(Task description) Lines with the word "lineWidth" in them must be copied from the records below.

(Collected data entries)
===

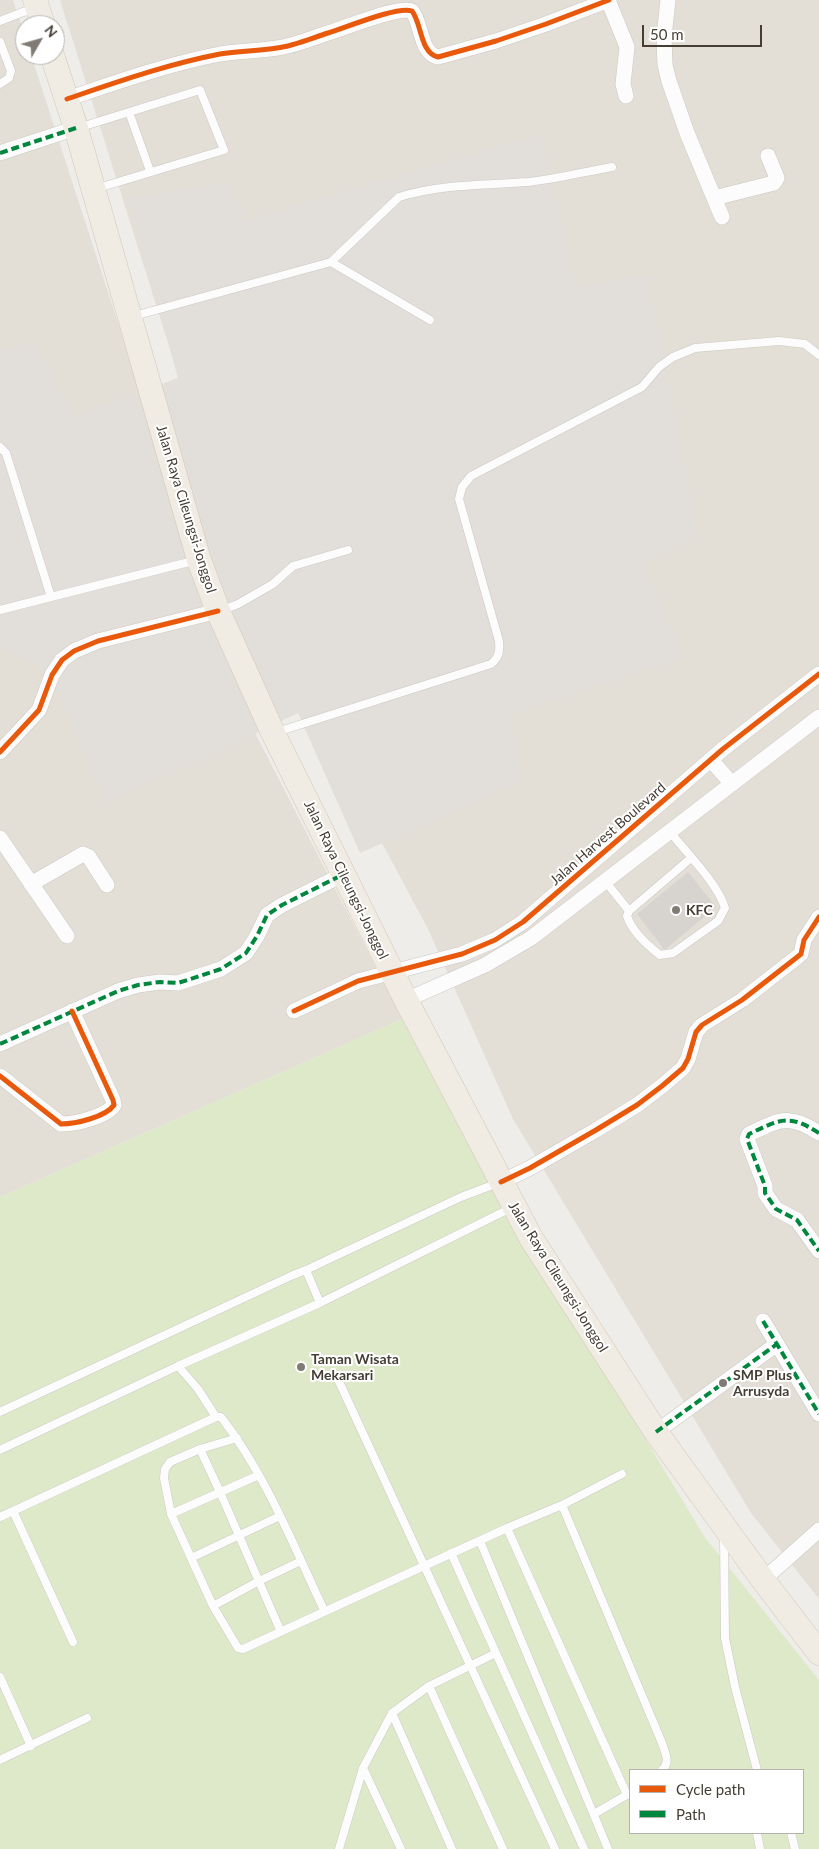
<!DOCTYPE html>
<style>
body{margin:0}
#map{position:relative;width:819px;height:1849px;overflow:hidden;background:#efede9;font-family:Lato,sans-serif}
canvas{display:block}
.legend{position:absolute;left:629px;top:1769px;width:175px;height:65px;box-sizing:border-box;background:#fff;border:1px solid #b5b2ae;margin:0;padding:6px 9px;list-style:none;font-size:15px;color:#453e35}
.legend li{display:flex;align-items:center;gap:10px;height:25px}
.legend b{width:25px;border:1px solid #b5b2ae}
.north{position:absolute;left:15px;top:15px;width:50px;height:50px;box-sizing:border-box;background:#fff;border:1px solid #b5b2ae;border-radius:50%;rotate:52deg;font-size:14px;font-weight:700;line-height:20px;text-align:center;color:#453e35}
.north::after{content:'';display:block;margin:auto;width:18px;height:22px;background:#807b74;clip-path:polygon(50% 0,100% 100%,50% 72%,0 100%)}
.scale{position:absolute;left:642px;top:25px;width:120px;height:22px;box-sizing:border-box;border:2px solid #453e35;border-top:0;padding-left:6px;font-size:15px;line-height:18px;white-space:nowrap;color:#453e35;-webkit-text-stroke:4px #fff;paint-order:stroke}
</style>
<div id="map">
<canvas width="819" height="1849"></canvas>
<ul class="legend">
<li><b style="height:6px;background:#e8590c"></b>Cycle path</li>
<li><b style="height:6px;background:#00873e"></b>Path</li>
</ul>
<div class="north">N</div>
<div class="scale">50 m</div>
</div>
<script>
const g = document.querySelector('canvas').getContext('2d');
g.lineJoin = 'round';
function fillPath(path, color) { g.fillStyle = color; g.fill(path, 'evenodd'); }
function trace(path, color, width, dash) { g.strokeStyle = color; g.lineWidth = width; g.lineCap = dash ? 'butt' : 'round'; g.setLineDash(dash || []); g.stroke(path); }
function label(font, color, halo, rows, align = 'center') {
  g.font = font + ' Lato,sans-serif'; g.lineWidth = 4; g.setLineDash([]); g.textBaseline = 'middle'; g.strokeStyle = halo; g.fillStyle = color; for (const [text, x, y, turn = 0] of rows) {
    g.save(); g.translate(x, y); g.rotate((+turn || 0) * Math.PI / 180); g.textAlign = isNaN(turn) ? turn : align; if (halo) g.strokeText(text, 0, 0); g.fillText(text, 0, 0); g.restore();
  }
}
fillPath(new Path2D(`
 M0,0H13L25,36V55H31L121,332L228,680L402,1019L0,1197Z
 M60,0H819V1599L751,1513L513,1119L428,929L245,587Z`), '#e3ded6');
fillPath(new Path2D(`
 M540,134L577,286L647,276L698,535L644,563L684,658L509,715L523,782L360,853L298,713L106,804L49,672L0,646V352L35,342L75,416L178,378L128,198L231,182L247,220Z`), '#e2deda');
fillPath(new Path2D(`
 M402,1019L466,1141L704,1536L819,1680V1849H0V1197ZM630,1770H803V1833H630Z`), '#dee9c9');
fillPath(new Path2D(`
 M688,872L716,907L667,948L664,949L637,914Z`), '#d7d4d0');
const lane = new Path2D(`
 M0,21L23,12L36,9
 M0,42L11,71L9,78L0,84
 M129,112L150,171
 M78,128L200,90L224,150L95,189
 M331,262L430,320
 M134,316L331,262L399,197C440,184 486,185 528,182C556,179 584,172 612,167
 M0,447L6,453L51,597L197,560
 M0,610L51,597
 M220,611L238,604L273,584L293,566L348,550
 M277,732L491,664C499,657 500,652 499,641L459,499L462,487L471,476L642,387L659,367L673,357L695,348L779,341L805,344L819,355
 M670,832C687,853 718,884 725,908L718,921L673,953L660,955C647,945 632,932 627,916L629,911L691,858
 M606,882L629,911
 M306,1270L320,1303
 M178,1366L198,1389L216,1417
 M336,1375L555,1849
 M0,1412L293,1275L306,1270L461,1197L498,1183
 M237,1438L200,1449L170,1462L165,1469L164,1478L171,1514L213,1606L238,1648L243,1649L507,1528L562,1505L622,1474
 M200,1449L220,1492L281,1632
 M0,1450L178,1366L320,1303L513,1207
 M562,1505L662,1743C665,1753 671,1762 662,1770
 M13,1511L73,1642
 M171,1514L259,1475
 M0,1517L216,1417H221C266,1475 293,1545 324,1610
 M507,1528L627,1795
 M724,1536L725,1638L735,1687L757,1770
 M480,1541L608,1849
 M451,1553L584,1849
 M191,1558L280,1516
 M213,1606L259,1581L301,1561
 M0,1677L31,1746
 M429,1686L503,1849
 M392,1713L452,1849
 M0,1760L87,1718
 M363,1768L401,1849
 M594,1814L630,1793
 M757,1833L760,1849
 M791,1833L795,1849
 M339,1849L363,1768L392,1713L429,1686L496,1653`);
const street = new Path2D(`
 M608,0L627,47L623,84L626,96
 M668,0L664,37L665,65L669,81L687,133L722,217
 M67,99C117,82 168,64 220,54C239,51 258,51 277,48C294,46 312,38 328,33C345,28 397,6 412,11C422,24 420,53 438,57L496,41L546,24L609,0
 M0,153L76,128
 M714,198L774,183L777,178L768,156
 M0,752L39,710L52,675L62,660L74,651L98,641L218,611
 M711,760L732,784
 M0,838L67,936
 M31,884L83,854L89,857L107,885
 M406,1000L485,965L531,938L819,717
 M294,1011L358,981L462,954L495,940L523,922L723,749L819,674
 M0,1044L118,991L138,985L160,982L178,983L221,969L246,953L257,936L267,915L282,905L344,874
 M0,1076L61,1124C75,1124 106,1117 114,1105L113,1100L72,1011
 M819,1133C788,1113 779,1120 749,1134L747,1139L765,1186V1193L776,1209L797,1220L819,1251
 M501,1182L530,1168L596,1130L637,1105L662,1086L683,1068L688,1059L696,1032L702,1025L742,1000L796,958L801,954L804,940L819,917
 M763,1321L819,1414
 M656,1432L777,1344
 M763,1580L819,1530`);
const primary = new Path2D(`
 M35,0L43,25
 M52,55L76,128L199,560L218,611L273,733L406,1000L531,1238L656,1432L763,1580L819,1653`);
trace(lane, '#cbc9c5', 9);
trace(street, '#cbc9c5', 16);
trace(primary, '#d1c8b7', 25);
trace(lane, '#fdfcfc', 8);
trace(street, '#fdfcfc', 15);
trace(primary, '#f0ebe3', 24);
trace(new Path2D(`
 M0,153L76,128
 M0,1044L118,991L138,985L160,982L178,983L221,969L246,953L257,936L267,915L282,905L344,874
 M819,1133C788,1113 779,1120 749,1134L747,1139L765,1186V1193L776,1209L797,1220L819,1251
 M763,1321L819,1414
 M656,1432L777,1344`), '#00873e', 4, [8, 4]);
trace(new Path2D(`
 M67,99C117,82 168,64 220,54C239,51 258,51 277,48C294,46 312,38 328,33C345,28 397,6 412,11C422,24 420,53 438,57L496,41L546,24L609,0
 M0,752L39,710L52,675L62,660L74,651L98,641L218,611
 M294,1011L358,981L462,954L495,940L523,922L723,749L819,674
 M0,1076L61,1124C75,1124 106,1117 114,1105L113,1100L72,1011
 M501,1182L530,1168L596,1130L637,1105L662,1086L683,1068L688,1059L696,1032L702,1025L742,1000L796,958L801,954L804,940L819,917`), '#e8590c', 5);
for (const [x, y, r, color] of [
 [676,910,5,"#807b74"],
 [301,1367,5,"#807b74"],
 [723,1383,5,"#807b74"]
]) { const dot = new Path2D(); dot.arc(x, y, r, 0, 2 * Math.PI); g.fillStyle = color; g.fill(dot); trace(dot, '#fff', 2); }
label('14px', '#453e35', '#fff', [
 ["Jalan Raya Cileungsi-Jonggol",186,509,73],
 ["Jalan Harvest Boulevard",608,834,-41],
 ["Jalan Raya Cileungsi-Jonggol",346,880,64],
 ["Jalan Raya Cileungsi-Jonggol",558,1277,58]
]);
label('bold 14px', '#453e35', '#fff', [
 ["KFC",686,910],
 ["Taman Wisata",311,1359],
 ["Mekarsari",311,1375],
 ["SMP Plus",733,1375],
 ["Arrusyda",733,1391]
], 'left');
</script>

===

(Response)
function trace(path, color, width, dash) { g.strokeStyle = color; g.lineWidth = width; g.lineCap = dash ? 'butt' : 'round'; g.setLineDash(dash || []); g.stroke(path); }
  g.font = font + ' Lato,sans-serif'; g.lineWidth = 4; g.setLineDash([]); g.textBaseline = 'middle'; g.strokeStyle = halo; g.fillStyle = color; for (const [text, x, y, turn = 0] of rows) {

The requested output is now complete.